As far as my application is concerned, memory bandwidth is not an issue, but efficient AND EASY TO CODE access to the registers and shared memory is: contrary to your FTP example, my code performs very many integer and floating point operations per global memory read/write. I don’t find brook to be a convenient tool for writing complex massively multi-threaded code against the shared memory.

I would be very interested in seeing a piece of complex numerical code (e.g. shared memory-based solver of a VERY LARGE number of different SMALL linear systems of equations, each of which fully fits into the shared memory), that works much faster on an ATI, than on NVidia hardware of the same generation. I would be particularly impressed, if this ATI code appears to be easier to implement, than the CUDA code.

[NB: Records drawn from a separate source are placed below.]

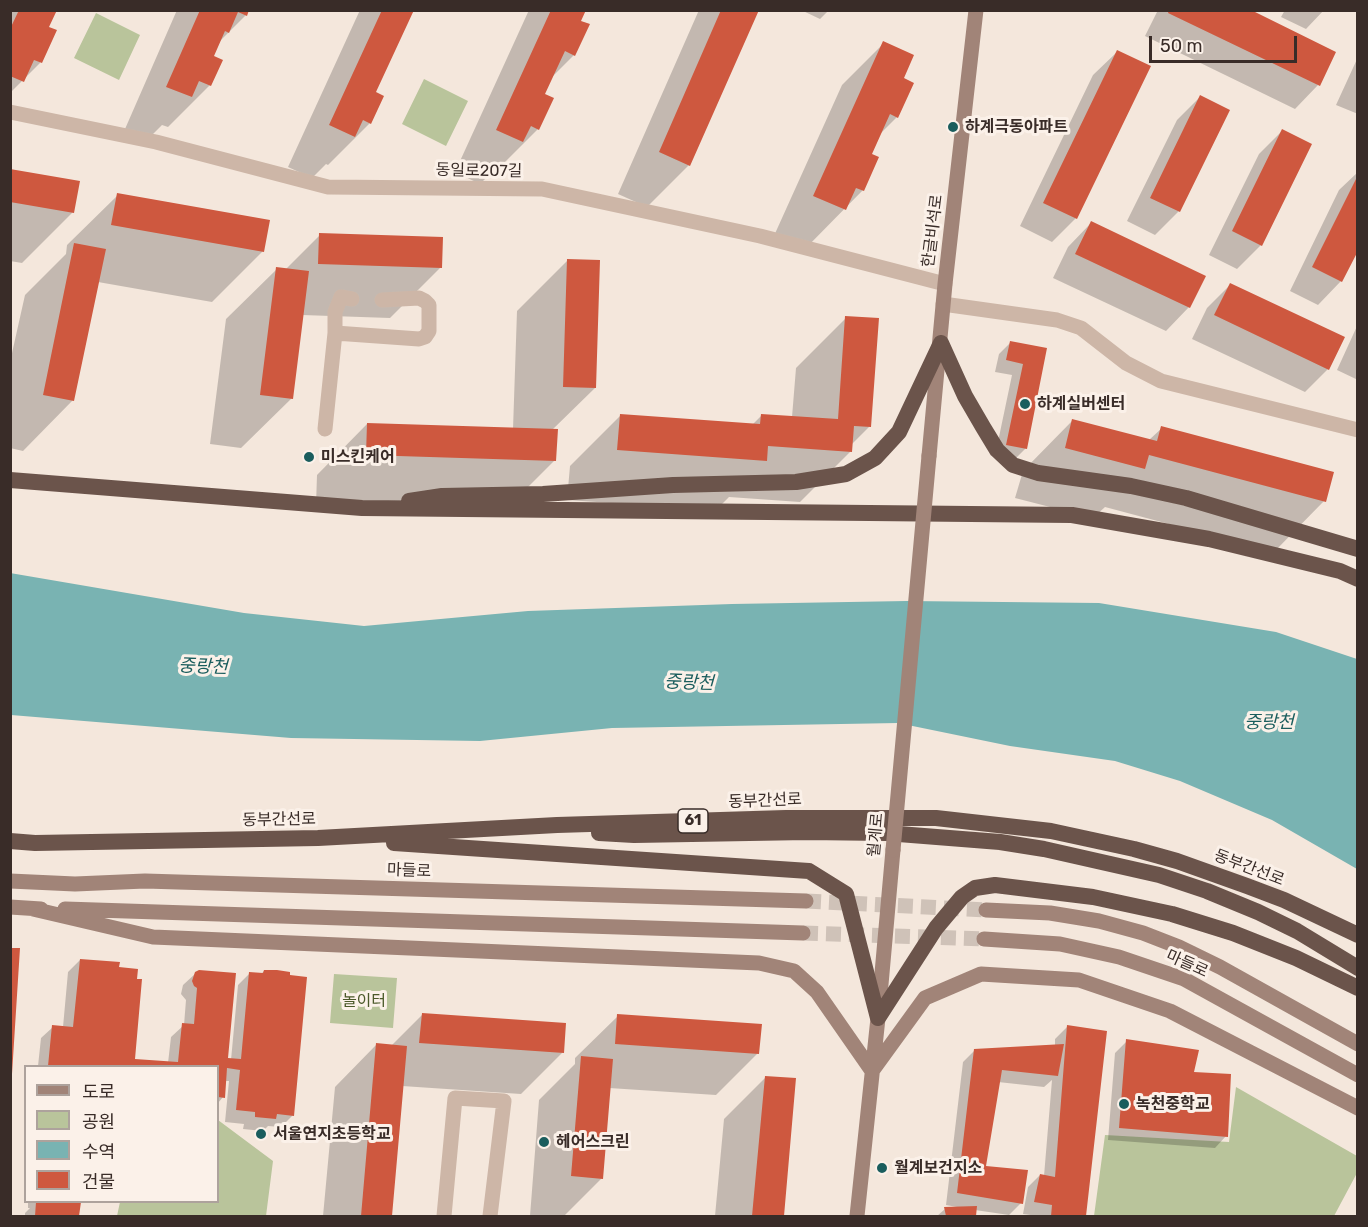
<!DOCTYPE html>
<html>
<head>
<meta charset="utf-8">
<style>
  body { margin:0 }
  #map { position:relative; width:1368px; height:1227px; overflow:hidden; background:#f4e7dc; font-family:Rubik,"Noto Sans KR",sans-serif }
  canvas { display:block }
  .frame { position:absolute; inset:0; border:12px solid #392c28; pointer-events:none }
  .legend { position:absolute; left:24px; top:1065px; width:195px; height:138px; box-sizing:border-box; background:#fbf1e9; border:2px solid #ada29c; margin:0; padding:8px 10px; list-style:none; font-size:18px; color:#392c28 }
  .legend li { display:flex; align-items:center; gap:12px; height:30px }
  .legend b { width:30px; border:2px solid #ada29c }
  .scale { position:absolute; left:1149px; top:36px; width:148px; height:27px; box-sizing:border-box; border:3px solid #392c28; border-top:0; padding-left:8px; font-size:18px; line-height:21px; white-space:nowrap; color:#392c28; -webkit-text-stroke:4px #fbf1e9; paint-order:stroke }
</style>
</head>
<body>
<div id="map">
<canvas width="1368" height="1227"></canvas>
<div class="frame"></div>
<ul class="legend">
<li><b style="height:8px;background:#a18478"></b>도로</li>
<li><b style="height:16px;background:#b9c49b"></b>공원</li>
<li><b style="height:16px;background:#79b3b2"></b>수역</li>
<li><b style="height:16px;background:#ce583f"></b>건물</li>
</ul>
<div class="scale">50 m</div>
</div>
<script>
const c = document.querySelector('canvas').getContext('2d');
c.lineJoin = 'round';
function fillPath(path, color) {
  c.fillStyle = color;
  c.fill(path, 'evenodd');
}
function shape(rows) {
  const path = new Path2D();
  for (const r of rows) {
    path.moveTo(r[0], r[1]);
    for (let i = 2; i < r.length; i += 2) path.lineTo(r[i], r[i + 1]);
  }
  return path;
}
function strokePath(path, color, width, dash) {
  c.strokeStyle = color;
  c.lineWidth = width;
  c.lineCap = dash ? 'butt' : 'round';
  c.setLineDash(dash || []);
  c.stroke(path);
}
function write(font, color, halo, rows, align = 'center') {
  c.font = font + ' Rubik,"Noto Sans KR",sans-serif';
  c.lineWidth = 6;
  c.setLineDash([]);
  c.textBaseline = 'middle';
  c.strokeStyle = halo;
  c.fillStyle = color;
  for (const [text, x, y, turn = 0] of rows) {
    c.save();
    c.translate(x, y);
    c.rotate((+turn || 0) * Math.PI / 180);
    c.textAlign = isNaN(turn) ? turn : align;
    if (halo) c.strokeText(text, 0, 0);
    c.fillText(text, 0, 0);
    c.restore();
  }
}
fillPath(shape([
  [96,13,140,35,119,80,74,58],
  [424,79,468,101,446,146,402,124],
  [334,974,397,978,393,1028,330,1023],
  [1236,1087,1357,1156,1357,1173,1334,1216,1094,1216,1105,1135,1229,1142],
  [218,1120,273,1161,266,1216,117,1216,120,1202,218,1202]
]), '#b9c49b');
fillPath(shape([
  [10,573,244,613,364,626,528,611,732,604,907,601,1099,603,1276,632,1357,659,1357,869,1272,820,1180,781,1115,761,1010,746,898,723,612,728,480,741,291,738,11,715]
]), '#79b3b2');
fillPath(shape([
  [10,10,58,10,53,15,47,28,55,31,40,63,10,93],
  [177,10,247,10,246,15,219,42,212,57,210,85,168,127,162,125,148,139,125,129],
  [360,10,412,10,374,93,370,123,328,165,326,164,312,178,288,167],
  [529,10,585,10,579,22,574,55,550,79,543,95,538,129,496,171,494,170,480,184,455,172],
  [699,10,757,10,689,165,647,207,618,194],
  [801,10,829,10,820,19],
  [1158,10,1248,10,1318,85,1295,109,1145,36],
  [1285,10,1324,10,1306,29,1281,17],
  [884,43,902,79,897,117,879,135,870,155,863,190,803,251,773,238,842,85],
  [1117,52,1076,218,1052,242,1020,226,1093,75],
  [1358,57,1358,114,1336,105],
  [1200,97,1179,211,1155,235,1127,221,1177,120],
  [1282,131,1310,145,1261,245,1237,269,1209,255,1259,154],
  [10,171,73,212,22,263,10,261],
  [1358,172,1358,248,1341,281,1318,305,1290,291,1339,190],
  [118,195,263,251,212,302,98,282,73,400,23,451,10,448,10,362,25,295,66,254,67,245],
  [1091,223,1189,307,1166,331,1053,278,1068,247],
  [320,235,441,267,390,318,302,315,292,398,241,448,210,444,226,319,277,269,285,270],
  [568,260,595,388,552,430,555,460,504,511,316,505,317,475,367,424,513,429,517,311],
  [1230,285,1328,369,1305,392,1192,339,1207,308],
  [846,318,870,426,851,445,851,451,800,502,729,497,716,510,567,500,570,466,620,416,752,425,762,415,792,417,796,368],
  [1358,324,1358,380,1337,370],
  [1011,342,1046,349,1026,448,1014,460,995,456,1012,375,995,372,999,354],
  [1073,420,1149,440,1162,428,1324,501,1274,552,1105,507,1093,518,1015,498,1023,471],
  [80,960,133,1060,168,1063,171,1037,184,1025,186,1000,181,994,183,985,196,973,227,1060,231,1060,238,985,250,973,261,974,264,971,293,1115,281,1127,268,1126,263,1131,243,1129,244,1124,225,1122,229,1081,225,1081,223,1097,218,1103,218,1066,38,1066,41,1038,53,1027,63,1027,68,972],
  [422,1015,563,1052,521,1094,402,1086,391,1216,323,1216,335,1087,377,1044,391,1046],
  [618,1016,758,1053,716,1095,609,1088,602,1178,564,1216,530,1216,539,1100,575,1064,575,1058],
  [1067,1027,1106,1033,1084,1216,1038,1216,1023,1214,1028,1187,1040,1175,1044,1176,1052,1080,1044,1087,998,1082,984,1167,1021,1203,1009,1215,975,1210,975,1216,937,1216,945,1209,957,1207,946,1205,963,1062,975,1050,1055,1046,1055,1039],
  [1127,1041,1192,1073,1226,1136,1215,1148,1108,1140,1115,1053],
  [766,1077,795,1080,782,1216,715,1216,724,1119],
  [28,1202,79,1202,78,1216,25,1216,25,1213,30,1208,28,1208]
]), '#0003');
fillPath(shape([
  [19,10,57,10,49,27,57,30,42,63,34,60,24,82,10,76,10,29],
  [200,10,249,10,247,16,238,12,229,33,225,31,214,56,223,60,211,86,199,81,192,97,166,87],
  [382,10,414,10,376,92,384,96,371,124,363,120,355,137,329,125],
  [551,10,586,10,581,21,590,24,575,56,565,51,545,94,554,98,539,130,531,126,523,142,496,130],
  [721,10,759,10,690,166,659,152],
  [1169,10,1251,10,1336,52,1320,86,1168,13],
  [883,41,914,55,904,78,914,83,898,118,890,114,872,154,879,157,864,191,856,188,846,210,813,196],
  [1117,50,1151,66,1077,219,1043,203],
  [1200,95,1230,110,1180,212,1150,198],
  [1282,129,1312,144,1262,246,1232,231],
  [10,169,80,181,74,213,10,202],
  [1358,175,1358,251,1342,282,1312,267],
  [117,193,270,220,264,252,111,225],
  [1091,221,1206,276,1190,308,1075,254],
  [319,233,443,237,442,268,318,264],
  [74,243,106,249,74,401,43,395],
  [567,259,600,260,596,388,563,387],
  [276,267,309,271,293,399,260,395],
  [1230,283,1345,337,1329,370,1214,315],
  [845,316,879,318,871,427,854,426,852,452,768,446,767,461,617,450,620,414,760,424,761,414,838,419],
  [1010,341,1047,348,1027,449,1006,445,1023,364,1006,360],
  [1072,419,1157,441,1161,426,1334,472,1326,502,1149,455,1145,469,1065,448],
  [367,423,558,429,556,461,366,455],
  [10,948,20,948,12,1074,10,1074],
  [80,959,120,962,119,967,138,969,137,979,142,979,135,1059,178,1062,182,1023,194,1024,197,988,194,986,192,981,195,972,199,970,236,973,228,1058,241,1059,249,972,263,973,264,970,277,970,290,972,290,975,307,977,294,1116,277,1114,276,1119,255,1117,255,1112,236,1110,240,1070,227,1068,225,1098,218,1097,218,1066,48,1066,52,1025,73,1027],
  [422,1013,566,1023,564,1053,419,1043],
  [617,1014,762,1024,759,1054,615,1044],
  [1067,1025,1107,1031,1086,1216,1051,1216,1052,1205,1034,1202,1040,1174,1055,1177],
  [1126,1039,1199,1050,1194,1072,1231,1074,1228,1137,1119,1128],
  [376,1043,407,1046,392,1216,361,1216],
  [1064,1044,1058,1076,1002,1070,986,1166,1028,1170,1023,1204,957,1193,974,1049],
  [581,1056,613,1059,603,1179,571,1176],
  [765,1076,796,1078,784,1216,752,1216],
  [36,1202,81,1202,79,1216,35,1216],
  [977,1206,976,1216,946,1216,944,1207]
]), '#ce583f');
strokePath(shape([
  [806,901,986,910],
  [803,933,984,939]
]), '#cfc2b8', 15, [15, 8]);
strokePath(shape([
  [943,304,1057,320,1081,328,1126,363,1161,381,1358,430],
  [335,333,419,339,425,337,429,331,429,305,425,301,419,298,382,300],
  [325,429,335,333,335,312,341,297,352,299],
  [444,1216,455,1098,504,1101,490,1216]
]), '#cdb6a7', 15);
strokePath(shape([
  [10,112,156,142,328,187,542,189,760,236,945,284]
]), '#cdb6a7', 15);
strokePath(shape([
  [929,456,945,284,976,10],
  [10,881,75,884,145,881,806,901],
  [10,907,41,909],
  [33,909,153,937,759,963,794,971,817,992,872,1071],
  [65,909,803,933],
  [986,910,1050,913,1099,921,1143,933,1179,947,1220,967,1358,1044],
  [984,939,1060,944,1119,957,1184,979,1358,1075],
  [872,1071,925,998,981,974,1079,980,1170,1011,1358,1108],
  [857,1216,878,1018,893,850]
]), '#a18478', 15);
strokePath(shape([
  [941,343,965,396,983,427,997,450,1013,465,1038,473,1131,486,1186,498,1358,549],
  [10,480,362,508,1072,515,1209,539,1340,571,1358,579],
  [409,501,442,496,543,494,673,485,796,482,846,474,875,458,899,432,941,343],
  [599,833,634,835,807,832,886,833,1000,842,1044,849,1159,875,1207,891,1258,912,1297,931,1358,968],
  [10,841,35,843,318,838,557,825,786,818,936,818,1051,831,1134,849,1177,861,1247,886,1284,900,1358,935],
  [394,843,809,871,846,894,878,1018],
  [878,1018,936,928,962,897,975,888,995,885,1093,897,1172,914,1233,933,1296,958,1358,988]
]), '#6b544b', 16);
strokePath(shape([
  [893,850,929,456]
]), '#a18478', 15);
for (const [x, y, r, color] of [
  [953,127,6,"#1a5d5d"],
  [1025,404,6,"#1a5d5d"],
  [309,457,6,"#1a5d5d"],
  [1124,1104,6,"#1a5d5d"],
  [261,1134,6,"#1a5d5d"],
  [544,1142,6,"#1a5d5d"],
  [882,1168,6,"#1a5d5d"]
]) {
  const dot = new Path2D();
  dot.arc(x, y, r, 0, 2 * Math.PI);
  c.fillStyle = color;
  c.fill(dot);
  strokePath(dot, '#fbf1e9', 2);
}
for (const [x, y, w] of [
  [693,821,30]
]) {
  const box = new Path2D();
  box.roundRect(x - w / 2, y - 12, w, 24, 4.5);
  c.fillStyle = '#fbf1e9';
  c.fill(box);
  strokePath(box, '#392c28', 1.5);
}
write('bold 15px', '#392c28', null, [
  ["61",693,821]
]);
write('bold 16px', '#392c28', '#fbf1e9', [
  ["하계극동아파트",965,127],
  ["하계실버센터",1037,404],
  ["미스킨케어",321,457],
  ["녹천중학교",1136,1104],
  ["서울연지초등학교",273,1134],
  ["헤어스크린",556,1142],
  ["월계보건지소",894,1168]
], 'left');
write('16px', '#392c28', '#fbf1e9', [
  ["동일로207길",479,171,1],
  ["한글비석로",933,231,-83],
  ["동부간선로",765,801,-2],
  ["동부간선로",279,820,-1],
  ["월계로",876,835,-85],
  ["동부간선로",1249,868,21],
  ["마들로",409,871,2],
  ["마들로",1187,964,24]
]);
write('16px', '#4b592a', '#fbf1e9', [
  ["놀이터",364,1001]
]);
write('italic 18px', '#1a5d5d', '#fbf1e9', [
  ["중랑천",203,667,2],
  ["중랑천",689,683,2],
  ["중랑천",1269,723]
]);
</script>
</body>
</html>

I find it difficult to go on the GPGPU bandwagon, albeit I wrote assembly code (6800, Z80/8080, 8086, 286, 386, pentium, pentium 4, core micro-architecture), used many languages, have done SSE optimizations (essentially on core micro-architecture). I needed good and precise documentation, good tools, simple language to learn (or in this case re-learn), and good community support.

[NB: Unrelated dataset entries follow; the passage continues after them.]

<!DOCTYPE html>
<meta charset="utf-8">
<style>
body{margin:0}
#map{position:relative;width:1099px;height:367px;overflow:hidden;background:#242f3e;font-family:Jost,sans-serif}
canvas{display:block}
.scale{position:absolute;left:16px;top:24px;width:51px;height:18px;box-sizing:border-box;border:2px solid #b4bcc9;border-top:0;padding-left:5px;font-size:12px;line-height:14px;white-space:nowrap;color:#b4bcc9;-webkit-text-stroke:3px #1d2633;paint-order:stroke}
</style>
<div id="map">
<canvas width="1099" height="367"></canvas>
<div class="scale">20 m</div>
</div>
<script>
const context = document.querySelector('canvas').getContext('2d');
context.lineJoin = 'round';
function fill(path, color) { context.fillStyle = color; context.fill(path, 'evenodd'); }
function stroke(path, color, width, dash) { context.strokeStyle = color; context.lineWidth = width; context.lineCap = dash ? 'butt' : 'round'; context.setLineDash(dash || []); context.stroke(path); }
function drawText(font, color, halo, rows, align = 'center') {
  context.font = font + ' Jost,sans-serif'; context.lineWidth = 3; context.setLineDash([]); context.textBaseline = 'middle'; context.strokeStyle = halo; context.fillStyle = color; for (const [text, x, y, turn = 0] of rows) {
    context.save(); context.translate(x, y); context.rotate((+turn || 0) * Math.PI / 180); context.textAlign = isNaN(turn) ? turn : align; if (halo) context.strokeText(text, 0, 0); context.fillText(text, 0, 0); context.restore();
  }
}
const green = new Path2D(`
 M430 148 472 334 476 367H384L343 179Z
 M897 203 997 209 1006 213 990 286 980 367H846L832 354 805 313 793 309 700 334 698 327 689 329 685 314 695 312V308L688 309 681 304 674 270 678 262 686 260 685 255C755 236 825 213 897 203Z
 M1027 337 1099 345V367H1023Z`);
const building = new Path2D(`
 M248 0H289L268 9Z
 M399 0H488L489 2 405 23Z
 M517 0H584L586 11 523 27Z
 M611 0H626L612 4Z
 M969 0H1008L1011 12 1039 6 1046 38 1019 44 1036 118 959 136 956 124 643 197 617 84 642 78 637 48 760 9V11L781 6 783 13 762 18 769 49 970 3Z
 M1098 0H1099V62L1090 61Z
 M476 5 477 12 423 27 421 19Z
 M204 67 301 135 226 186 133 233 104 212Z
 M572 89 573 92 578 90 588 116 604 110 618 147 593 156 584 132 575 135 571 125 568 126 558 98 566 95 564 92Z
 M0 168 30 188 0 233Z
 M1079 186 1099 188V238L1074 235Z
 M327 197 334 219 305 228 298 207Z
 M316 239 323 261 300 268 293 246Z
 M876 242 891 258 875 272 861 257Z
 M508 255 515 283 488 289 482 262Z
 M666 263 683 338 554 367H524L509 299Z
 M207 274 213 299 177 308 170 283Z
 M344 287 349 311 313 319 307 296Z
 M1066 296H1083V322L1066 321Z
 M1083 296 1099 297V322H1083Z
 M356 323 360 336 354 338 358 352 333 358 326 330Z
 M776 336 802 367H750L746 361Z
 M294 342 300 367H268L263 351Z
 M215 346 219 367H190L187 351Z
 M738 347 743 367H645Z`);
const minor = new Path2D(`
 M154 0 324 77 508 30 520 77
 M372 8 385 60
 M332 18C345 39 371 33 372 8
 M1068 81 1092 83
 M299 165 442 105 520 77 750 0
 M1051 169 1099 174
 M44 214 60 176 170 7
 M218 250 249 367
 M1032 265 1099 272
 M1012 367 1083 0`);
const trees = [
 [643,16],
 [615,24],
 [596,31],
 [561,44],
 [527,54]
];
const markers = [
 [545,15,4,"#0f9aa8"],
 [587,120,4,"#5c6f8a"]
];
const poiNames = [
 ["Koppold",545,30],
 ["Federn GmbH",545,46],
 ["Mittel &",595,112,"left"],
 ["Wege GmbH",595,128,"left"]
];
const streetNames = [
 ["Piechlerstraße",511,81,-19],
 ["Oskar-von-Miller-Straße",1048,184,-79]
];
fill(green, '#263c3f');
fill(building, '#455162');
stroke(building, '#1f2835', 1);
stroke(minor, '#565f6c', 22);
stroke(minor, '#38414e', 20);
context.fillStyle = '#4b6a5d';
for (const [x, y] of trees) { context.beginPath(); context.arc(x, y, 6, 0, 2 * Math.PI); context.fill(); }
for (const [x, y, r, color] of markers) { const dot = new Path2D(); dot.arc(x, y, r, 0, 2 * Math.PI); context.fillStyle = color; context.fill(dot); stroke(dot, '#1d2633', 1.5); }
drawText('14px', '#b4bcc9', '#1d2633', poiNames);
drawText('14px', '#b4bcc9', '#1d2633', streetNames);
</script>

And moreover a GPU that is designed from the ground on to run GP applications, not one that is totally shader-oriented.

That’s why I think that ATI’s GPU may be better for some problems, but won’t be efficient on general-purpose computing.

And the idea of using assembly-code lead to problems to optimize for new GPU architectures, the same way as pentium4-optimized assembly-code won’t probably use correctly the core micro-architecture (core2 duo/quad), this will be a limiting factor when ATI will introduce architecture optimizations.

Maybe AMD/ATI will proove me wrong when introducing their OpenCL implementation for ATI’s GPU, but as far as I see it, introducing OpenCL for x86 CPU instead GPU seems to point the other direction.

Anyway, I plan to test that when when Snow Leopard will be delivered with OpenCL support for both nVidia and ATI GPU (I doubt ATI will be supported at launch time!)